- [WHAT IS BEING ASKED]
Search the data for lines holding the word "roads". State how many there are, and nothing else.

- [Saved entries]
★ ★ ★ ★ ★

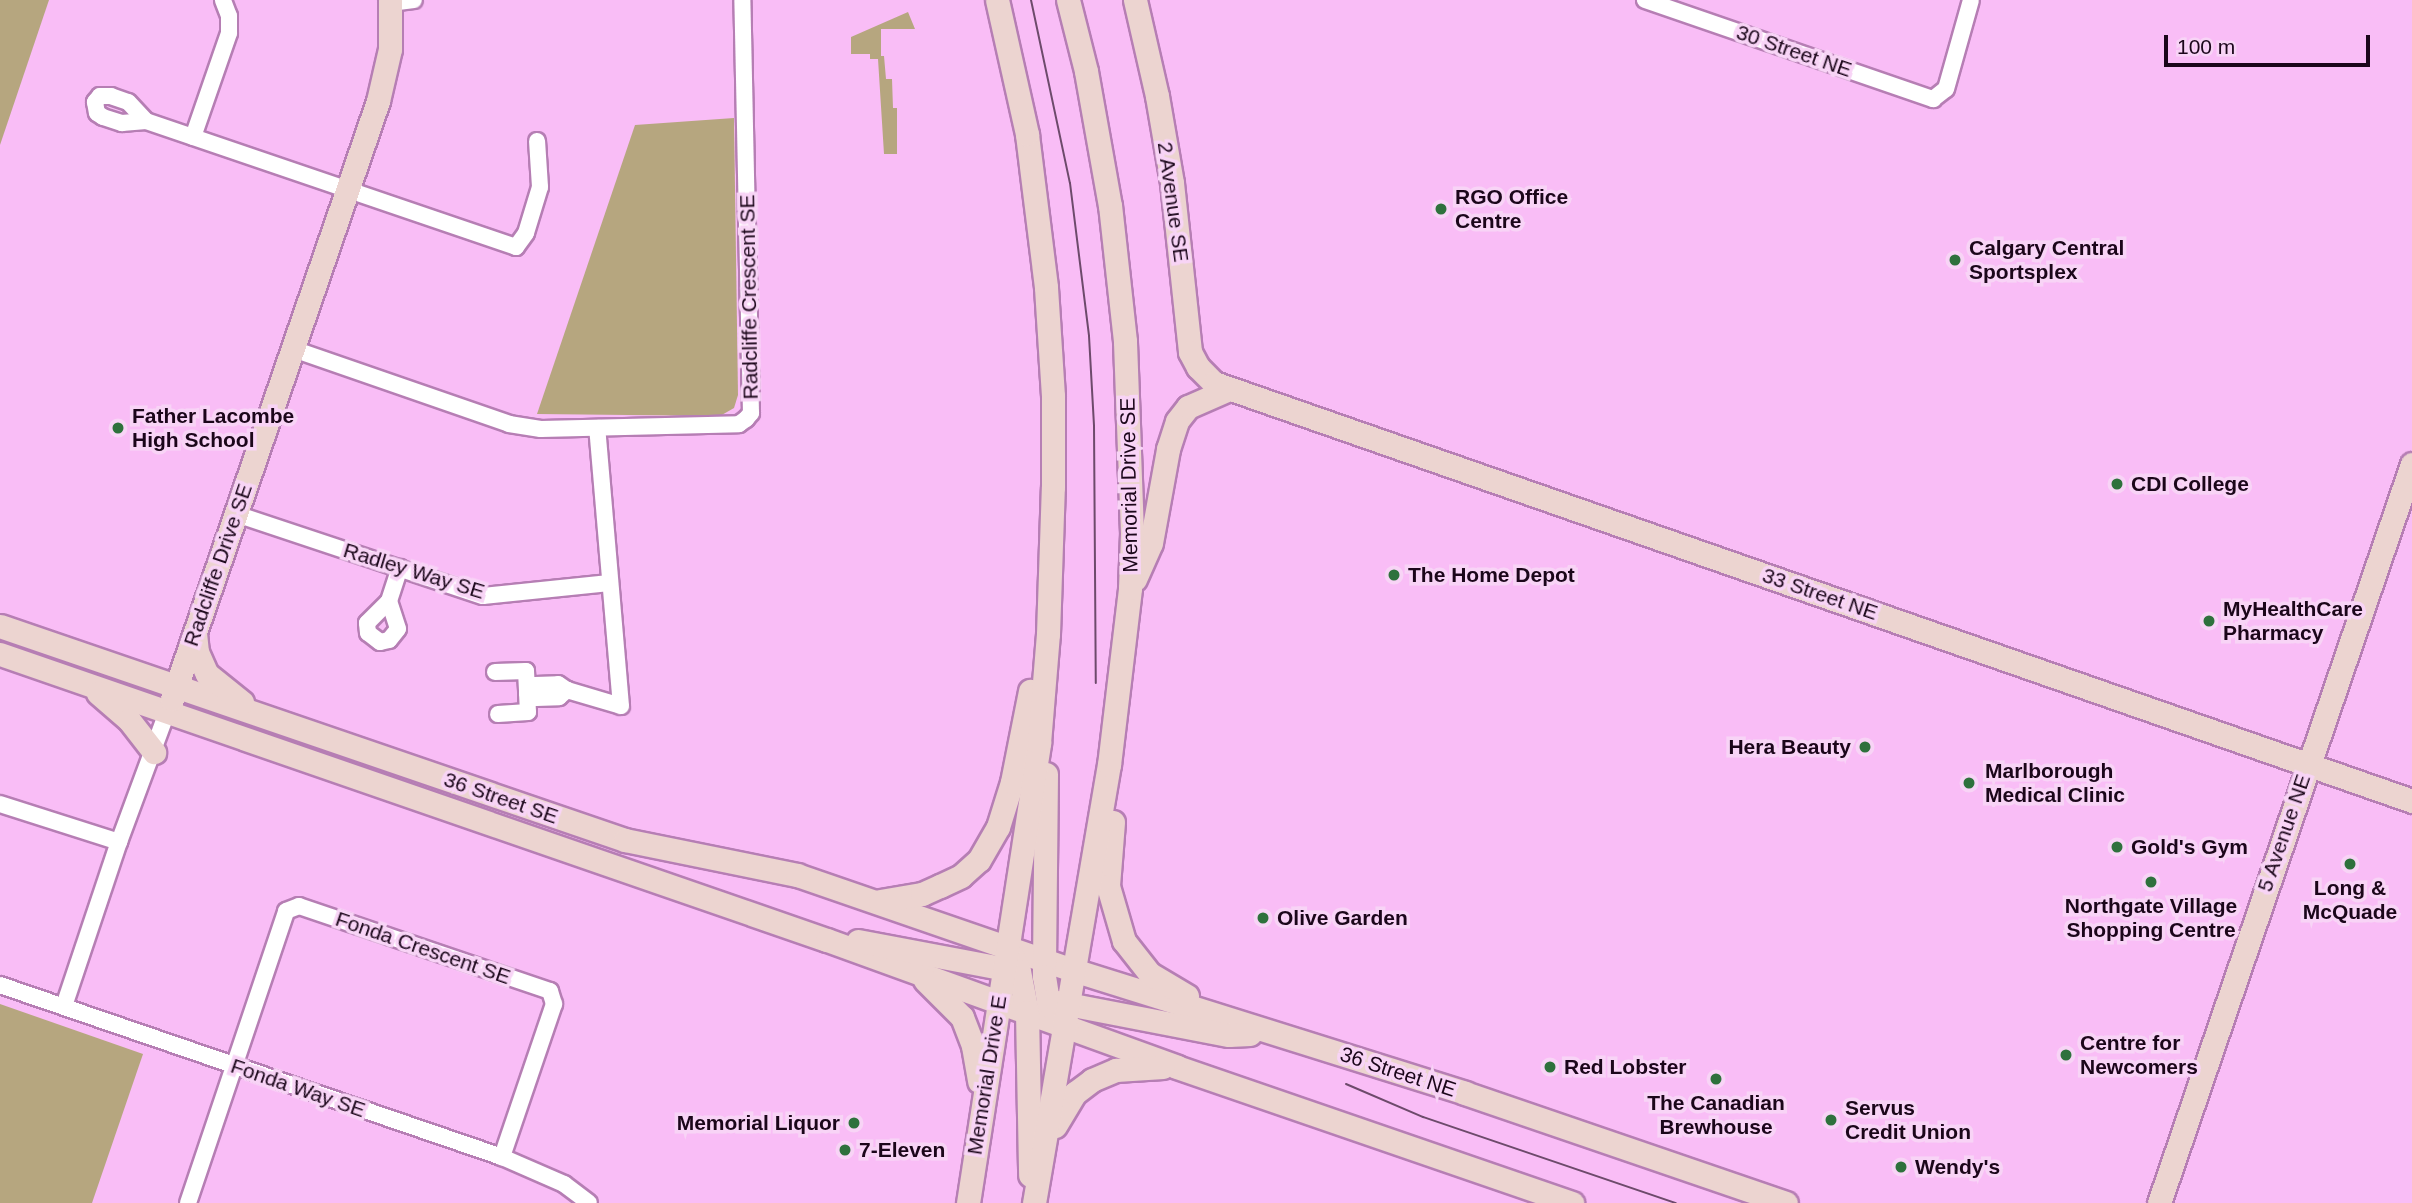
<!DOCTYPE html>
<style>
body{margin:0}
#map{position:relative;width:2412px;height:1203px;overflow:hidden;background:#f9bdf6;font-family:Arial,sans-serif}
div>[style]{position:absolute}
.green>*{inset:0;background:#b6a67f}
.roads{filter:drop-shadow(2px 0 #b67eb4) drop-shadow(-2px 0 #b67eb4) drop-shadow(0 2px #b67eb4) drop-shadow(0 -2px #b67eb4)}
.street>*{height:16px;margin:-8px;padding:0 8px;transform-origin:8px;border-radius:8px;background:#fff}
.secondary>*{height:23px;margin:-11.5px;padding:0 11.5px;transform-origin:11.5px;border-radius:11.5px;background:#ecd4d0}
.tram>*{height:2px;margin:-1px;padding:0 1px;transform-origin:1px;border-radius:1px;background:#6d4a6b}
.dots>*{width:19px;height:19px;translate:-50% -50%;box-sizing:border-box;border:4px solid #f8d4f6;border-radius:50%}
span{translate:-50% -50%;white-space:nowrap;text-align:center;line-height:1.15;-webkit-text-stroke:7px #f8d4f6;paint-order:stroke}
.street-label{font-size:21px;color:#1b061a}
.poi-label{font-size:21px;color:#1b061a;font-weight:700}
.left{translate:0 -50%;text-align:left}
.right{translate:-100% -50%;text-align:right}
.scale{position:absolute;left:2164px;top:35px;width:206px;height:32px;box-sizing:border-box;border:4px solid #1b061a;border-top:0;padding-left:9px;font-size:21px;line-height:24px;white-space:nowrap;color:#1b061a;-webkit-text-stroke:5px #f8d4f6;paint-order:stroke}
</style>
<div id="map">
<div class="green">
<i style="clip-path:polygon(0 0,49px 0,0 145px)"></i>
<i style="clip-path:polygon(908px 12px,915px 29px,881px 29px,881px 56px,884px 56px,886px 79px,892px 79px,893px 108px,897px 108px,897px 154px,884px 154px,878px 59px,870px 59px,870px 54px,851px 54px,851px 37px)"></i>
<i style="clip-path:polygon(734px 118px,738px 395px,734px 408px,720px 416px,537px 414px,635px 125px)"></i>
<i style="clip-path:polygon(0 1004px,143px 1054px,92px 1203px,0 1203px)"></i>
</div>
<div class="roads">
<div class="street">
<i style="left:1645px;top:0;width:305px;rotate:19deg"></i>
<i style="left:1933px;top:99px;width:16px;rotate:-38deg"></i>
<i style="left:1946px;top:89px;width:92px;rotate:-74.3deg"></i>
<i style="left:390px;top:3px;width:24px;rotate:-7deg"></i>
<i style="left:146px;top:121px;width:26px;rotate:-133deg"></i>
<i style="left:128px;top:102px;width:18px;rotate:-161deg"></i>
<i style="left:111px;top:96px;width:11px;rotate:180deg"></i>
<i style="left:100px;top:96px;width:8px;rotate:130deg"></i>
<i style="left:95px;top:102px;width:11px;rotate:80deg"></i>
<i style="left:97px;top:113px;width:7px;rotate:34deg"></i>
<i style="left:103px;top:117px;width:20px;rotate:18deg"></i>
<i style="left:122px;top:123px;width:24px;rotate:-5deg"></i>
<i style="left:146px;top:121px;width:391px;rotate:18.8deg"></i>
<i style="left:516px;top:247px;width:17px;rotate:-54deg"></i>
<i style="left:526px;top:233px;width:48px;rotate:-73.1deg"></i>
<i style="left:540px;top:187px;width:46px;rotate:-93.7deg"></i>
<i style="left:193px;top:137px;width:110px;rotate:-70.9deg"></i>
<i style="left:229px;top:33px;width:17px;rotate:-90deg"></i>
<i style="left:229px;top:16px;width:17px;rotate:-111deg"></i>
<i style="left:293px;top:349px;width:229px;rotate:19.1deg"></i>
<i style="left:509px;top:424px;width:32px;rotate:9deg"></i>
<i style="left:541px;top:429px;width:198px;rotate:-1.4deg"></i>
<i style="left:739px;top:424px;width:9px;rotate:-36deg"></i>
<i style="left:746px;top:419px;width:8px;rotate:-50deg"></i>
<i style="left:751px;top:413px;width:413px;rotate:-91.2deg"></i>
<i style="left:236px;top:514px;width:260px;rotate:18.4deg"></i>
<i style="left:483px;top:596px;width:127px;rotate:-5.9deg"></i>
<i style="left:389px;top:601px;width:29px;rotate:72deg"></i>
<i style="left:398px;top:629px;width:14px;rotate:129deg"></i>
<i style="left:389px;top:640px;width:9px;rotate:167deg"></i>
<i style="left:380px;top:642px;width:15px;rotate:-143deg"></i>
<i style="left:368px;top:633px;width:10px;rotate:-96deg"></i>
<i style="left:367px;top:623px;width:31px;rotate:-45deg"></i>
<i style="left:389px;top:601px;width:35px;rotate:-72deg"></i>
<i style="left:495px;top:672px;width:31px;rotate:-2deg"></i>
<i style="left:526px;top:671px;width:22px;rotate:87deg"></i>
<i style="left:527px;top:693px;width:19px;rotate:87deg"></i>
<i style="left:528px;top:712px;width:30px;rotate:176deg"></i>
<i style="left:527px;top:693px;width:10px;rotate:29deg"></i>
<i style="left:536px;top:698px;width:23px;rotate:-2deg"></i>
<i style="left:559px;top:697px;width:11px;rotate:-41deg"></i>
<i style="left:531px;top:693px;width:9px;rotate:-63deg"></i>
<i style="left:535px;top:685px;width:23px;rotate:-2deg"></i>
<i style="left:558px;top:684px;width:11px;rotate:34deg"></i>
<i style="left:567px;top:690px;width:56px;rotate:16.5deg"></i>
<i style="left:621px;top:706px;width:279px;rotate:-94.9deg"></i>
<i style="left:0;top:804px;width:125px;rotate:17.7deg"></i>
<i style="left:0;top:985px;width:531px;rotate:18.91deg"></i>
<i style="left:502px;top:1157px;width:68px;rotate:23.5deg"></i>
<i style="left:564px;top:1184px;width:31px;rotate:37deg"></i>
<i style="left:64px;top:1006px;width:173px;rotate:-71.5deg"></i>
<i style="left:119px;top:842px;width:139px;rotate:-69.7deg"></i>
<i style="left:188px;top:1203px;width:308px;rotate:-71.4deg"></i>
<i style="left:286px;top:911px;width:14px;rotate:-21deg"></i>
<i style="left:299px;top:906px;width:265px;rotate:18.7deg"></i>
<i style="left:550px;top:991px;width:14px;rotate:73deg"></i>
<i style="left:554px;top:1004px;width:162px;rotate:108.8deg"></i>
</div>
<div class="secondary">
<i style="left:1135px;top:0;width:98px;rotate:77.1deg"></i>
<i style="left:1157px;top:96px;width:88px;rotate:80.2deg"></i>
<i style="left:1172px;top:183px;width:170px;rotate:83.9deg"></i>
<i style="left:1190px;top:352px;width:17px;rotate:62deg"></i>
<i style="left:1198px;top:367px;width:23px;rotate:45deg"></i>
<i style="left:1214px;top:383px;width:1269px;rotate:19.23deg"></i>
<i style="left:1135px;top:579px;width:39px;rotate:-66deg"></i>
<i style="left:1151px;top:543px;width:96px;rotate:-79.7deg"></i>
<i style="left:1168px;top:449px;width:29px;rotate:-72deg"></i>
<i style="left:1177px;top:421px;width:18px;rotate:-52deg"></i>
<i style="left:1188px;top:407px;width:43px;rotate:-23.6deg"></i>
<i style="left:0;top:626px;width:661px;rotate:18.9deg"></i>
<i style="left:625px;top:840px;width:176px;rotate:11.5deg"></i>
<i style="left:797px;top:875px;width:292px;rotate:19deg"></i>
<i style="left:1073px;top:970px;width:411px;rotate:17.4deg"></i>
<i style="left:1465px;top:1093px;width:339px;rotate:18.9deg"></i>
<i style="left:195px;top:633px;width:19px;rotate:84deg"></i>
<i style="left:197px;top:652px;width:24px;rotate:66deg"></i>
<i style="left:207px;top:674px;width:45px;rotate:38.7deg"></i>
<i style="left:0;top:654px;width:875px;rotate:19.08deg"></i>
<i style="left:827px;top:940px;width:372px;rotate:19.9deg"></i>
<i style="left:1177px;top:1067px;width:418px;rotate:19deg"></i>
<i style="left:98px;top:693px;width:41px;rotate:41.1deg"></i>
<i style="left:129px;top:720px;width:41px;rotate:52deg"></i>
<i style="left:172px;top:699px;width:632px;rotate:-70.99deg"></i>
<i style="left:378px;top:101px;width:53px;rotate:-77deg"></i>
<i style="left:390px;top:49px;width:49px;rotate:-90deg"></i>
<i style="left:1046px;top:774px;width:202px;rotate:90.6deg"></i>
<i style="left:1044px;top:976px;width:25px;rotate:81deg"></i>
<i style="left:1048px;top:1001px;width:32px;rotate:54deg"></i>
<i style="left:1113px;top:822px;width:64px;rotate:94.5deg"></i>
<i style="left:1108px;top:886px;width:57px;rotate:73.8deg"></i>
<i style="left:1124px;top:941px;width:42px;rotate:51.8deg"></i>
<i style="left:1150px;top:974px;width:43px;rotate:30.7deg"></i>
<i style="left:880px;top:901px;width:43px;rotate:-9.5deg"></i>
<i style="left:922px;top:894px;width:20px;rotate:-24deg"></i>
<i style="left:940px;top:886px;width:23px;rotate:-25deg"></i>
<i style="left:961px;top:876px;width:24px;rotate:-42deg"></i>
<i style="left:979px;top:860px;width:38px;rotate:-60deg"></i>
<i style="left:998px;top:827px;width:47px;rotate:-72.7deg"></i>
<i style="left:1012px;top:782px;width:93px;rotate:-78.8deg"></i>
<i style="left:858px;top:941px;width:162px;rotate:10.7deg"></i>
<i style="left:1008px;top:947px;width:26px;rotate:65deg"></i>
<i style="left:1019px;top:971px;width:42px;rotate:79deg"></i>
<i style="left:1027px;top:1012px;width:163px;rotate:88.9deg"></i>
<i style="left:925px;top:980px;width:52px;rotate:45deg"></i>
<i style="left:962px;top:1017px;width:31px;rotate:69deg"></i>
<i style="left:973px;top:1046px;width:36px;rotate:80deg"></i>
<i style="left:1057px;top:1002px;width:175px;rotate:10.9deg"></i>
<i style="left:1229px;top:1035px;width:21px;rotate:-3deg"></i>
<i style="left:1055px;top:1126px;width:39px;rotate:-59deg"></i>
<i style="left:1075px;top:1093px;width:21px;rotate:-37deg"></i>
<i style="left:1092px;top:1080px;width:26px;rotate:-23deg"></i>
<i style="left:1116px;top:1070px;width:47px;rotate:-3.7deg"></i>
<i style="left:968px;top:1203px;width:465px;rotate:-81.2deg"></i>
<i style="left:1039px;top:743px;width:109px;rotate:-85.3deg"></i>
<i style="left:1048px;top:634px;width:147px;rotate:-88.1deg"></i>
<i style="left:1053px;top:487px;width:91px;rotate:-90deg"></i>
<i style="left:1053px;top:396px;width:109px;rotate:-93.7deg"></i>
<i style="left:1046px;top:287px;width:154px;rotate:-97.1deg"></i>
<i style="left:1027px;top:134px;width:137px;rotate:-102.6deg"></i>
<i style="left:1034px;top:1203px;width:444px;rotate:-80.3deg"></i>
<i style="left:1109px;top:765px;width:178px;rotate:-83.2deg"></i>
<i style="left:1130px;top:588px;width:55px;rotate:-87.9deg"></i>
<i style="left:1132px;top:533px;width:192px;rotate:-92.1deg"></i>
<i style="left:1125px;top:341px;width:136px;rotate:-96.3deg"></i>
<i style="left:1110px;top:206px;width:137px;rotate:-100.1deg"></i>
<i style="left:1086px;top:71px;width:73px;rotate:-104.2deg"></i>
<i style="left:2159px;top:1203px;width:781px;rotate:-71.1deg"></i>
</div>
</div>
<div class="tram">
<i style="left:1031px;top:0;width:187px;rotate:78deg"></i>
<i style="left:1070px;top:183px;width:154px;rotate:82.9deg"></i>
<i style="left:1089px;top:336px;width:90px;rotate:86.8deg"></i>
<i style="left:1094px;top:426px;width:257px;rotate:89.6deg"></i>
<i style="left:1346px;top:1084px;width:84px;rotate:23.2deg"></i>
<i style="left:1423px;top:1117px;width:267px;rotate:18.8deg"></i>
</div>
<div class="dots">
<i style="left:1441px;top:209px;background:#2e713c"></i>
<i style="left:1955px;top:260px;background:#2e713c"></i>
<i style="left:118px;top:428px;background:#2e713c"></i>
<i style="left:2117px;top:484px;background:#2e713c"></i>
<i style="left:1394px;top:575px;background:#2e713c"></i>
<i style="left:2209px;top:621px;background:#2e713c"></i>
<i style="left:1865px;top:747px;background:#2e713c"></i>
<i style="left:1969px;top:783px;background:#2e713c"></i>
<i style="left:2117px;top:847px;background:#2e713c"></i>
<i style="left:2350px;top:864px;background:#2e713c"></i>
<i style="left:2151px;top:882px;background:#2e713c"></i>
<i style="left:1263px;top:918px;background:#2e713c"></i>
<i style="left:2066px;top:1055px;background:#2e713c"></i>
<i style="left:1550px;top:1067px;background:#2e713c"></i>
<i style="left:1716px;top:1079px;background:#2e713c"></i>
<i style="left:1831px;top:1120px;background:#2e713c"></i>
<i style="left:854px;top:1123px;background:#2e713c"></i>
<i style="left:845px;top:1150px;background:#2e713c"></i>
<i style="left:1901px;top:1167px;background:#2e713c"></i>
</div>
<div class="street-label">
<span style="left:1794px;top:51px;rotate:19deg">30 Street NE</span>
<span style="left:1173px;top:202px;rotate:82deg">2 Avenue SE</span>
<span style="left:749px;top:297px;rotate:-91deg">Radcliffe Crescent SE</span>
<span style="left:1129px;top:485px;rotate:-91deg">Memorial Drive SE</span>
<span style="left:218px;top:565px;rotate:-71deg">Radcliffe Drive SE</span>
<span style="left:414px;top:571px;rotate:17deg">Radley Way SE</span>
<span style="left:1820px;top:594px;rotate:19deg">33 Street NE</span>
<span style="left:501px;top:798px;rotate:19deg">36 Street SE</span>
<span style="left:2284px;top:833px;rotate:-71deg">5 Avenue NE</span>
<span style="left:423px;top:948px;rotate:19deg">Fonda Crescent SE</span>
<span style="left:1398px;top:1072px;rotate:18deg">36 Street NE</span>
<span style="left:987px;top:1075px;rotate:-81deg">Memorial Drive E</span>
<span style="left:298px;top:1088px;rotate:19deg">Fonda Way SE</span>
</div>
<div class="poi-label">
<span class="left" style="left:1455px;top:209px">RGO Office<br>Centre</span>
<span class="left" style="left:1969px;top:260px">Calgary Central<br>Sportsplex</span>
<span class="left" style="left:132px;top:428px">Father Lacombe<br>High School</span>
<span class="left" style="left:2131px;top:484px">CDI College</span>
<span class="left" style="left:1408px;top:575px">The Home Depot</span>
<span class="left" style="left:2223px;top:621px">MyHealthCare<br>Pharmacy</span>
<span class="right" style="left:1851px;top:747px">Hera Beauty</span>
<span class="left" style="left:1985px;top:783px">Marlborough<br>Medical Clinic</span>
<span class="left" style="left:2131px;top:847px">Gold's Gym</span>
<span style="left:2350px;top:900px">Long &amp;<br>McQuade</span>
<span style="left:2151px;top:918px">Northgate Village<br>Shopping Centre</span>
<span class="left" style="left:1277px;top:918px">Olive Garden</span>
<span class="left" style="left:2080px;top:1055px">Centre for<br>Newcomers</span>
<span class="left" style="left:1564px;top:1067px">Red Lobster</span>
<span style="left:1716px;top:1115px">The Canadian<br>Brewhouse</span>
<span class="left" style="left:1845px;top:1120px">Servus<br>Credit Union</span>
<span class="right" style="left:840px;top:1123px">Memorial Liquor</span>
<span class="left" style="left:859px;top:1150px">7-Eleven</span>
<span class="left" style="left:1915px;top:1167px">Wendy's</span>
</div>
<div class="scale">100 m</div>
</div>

★ ★ ★ ★ ★

- [EXERCISE OUTPUT]
2